Henry Moore 'Upright Motive Relief: Maquette No.2' c.1954
Fig.21
Henry Moore
Upright Motive Relief: Maquette No.2 c.1954
Leeds City Art Gallery
© The Henry Moore Foundation. All Rights Reserved
Moore’s time in Greece and his study of caryatids may have also stimulated a reassessment of the relationship between art and architecture. Moore’s first public commission had been an architectural relief –The West Wind 1928 – for the London Underground Building at St James’s; it was a commission he had been reluctant to accept, explaining, ‘relief sculpture symbolised for me the humiliating subservience of the sculptor to the architect, for in ninety-nine cases out of a hundred, the architect only thought of sculpture as a surface decoration’.31 However, on his return from Greece Moore undertook the commission to create a relief screen for the new Time-Life building on New Bond Street, London, in 1952–3, before collaborating with the architect Michael Rosenauer on a design for an extension to Marconi House on the Strand in 1954. For this commission Moore made a series of six maquettes of vertical forms to be positioned on the proposed building’s façade.
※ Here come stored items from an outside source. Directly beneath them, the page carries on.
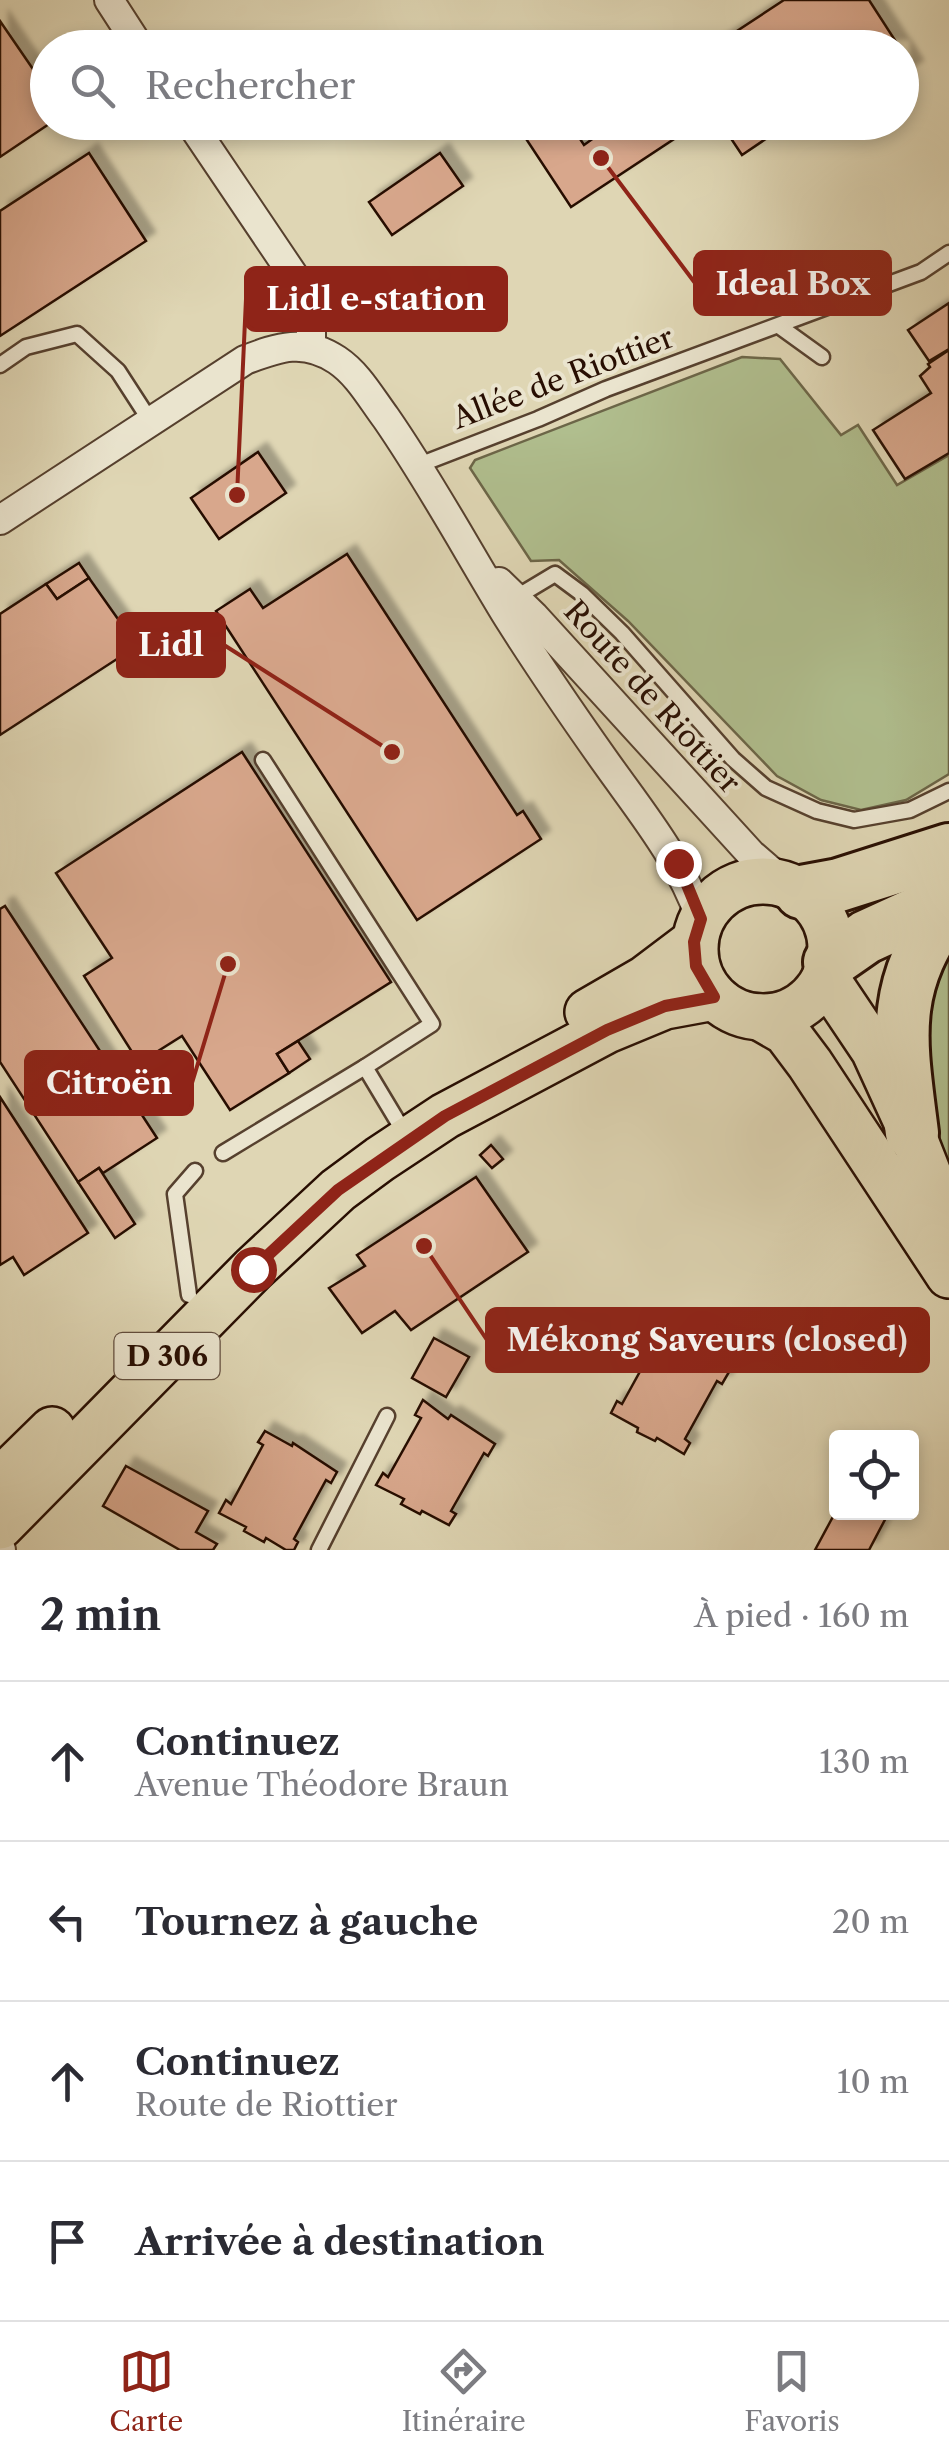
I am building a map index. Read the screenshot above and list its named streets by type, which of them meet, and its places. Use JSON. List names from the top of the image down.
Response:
{
  "streets": {
    "main road": ["D 306"],
    "street": ["Route de Riottier"],
    "lane": ["Allée de Riottier"]
  },
  "crossings": [
    ["Allée de Riottier", "Route de Riottier"],
    ["Route de Riottier", "D 306"]
  ],
  "places": [
    "Ideal Box",
    "Lidl e-station",
    "Lidl",
    "Citroën",
    "Mékong Saveurs (closed)"
  ],
  "page": {
    "search": "Rechercher",
    "heading": ["2 min", "À pied · 160 m"],
    "list": [
      ["Continuez", "Avenue Théodore Braun", "130 m"],
      ["Tournez à gauche", "20 m"],
      ["Continuez", "Route de Riottier", "10 m"],
      "Arrivée à destination"
    ],
    "nav": ["Carte", "Itinéraire", "Favoris"]
  }
}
Significantly, all of these maquettes included a cubic base and stacked geometric forms while three, including Upright Motive Relief: Maquette No.2 (fig.21), utilised the same rectangular relief with a half moon found on Upright Motive No.2. This maquette also anticipates Moore’s use of the hollowed cube and relief decoration in Upright Motive No.2. Nine competing designs for the new building were judged on 14 February 1955 but the commission was awarded to Gordon Tait. As the curator Peyton Skipwith has noted, ‘as Rosenauer did not win the competition the scheme did not reach fruition’.32 Consequently Moore’s designs were never enlarged to full size, leaving him free to reuse his ideas in other projects.
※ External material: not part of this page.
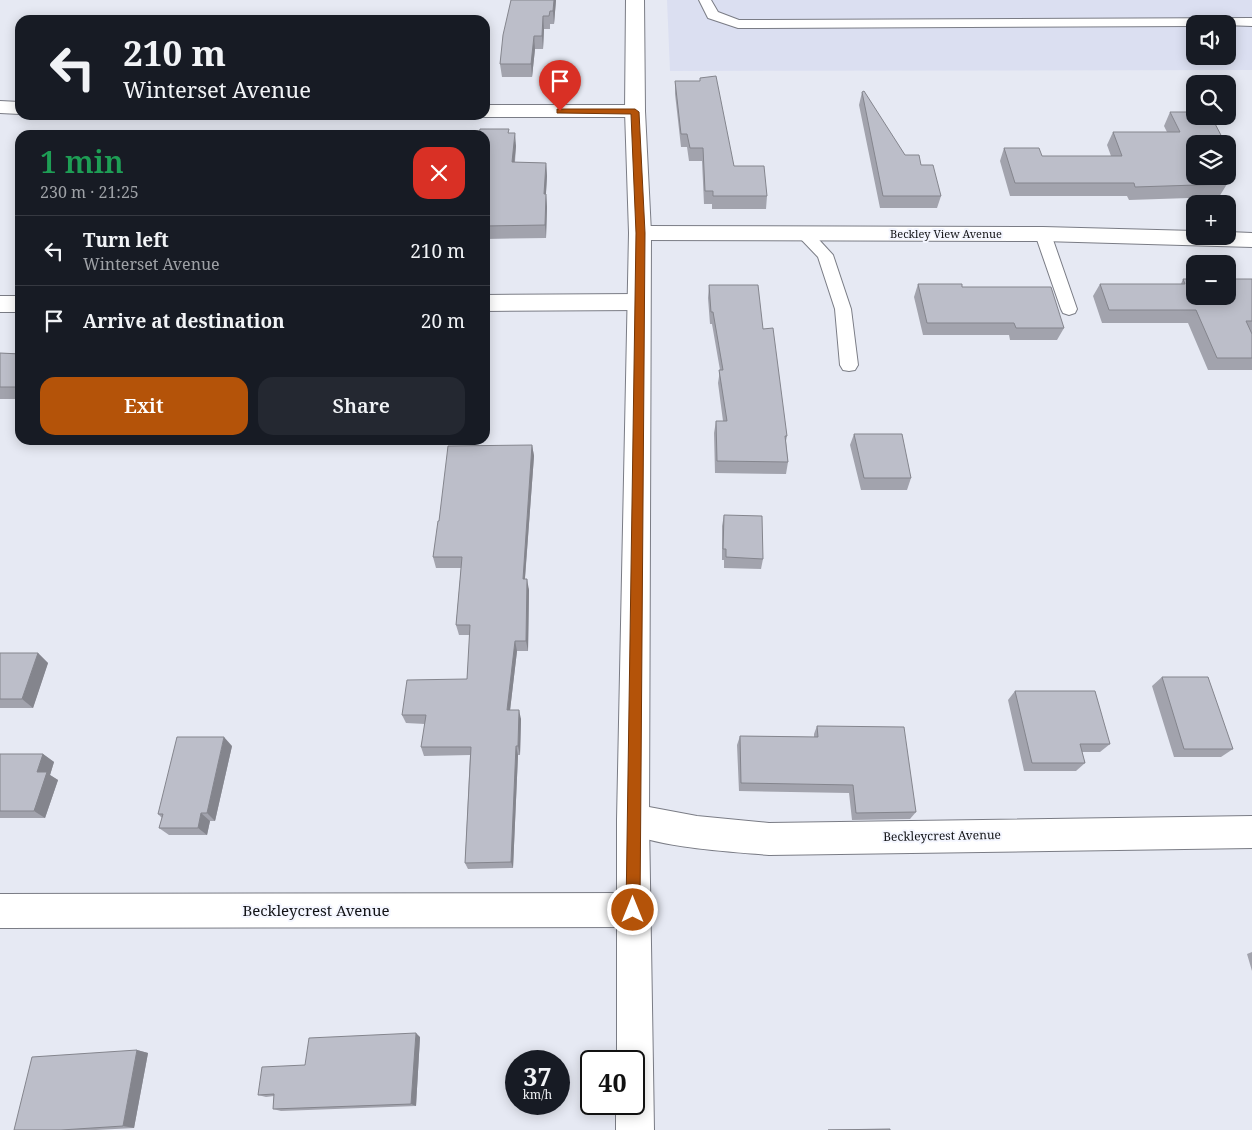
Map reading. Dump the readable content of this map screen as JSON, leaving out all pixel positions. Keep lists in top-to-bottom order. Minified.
{"streets":{"street":["Beckley View Avenue","Beckleycrest Avenue"]},"page":{"map_buttons":["+","−"],"turn":["210 m","Winterset Avenue"],"heading":["1 min","230 m · 21:25"],"list":[{"name":"Turn left","note":"Winterset Avenue","value":"210 m"},{"name":"Arrive at destination","value":"20 m"}],"buttons":["Exit","Share"],"speed":"37 km/h","limit":"40"}}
Henry Moore 'Wall Relief: Maquette No.2' 1955
Fig.22
Henry Moore
Wall Relief: Maquette No.2 1955
The Henry Moore Foundation
© The Henry Moore Foundation. All Rights Reserved
Photo: Darren Chung, Henry Moore Foundation Archive
Moore’s designs for Marconi House were largely unknown during the 1960s and 1970s and were not included in the artist’s catalogue raisonné, published in 1955. However, in 1960 the art critic Will Grohmann observed that the upright motive series could be linked to another architectural commission dating from 1954, a sculptural relief wall that Moore designed for the façade of the Bowcentrum in Rotterdam.33 In preparation for this commission Moore created ten rectangular maquettes, each presenting a sequence of linear configurations of various forms including square blocks, cones, prisms, shells and pebbles arranged into vertical lines and set in relief against a flat ground. According to the curator Anita Feldman Bennet, Moore created these maquettes ‘by pressing found objects into clay and casting in plaster and bronze the mysterious organic impressions which resulted’.34 However, the repetition of specific, legible forms in the maquettes – in particular the half moon, the cone imprinted with triangles, and the hollow square, which can all be seen in Wall Relief: Maquette No.2 1955 (fig.22) – presents a greater degree of structure and control than Feldman Bennet’s description of ‘mysterious organic impressions’ implies.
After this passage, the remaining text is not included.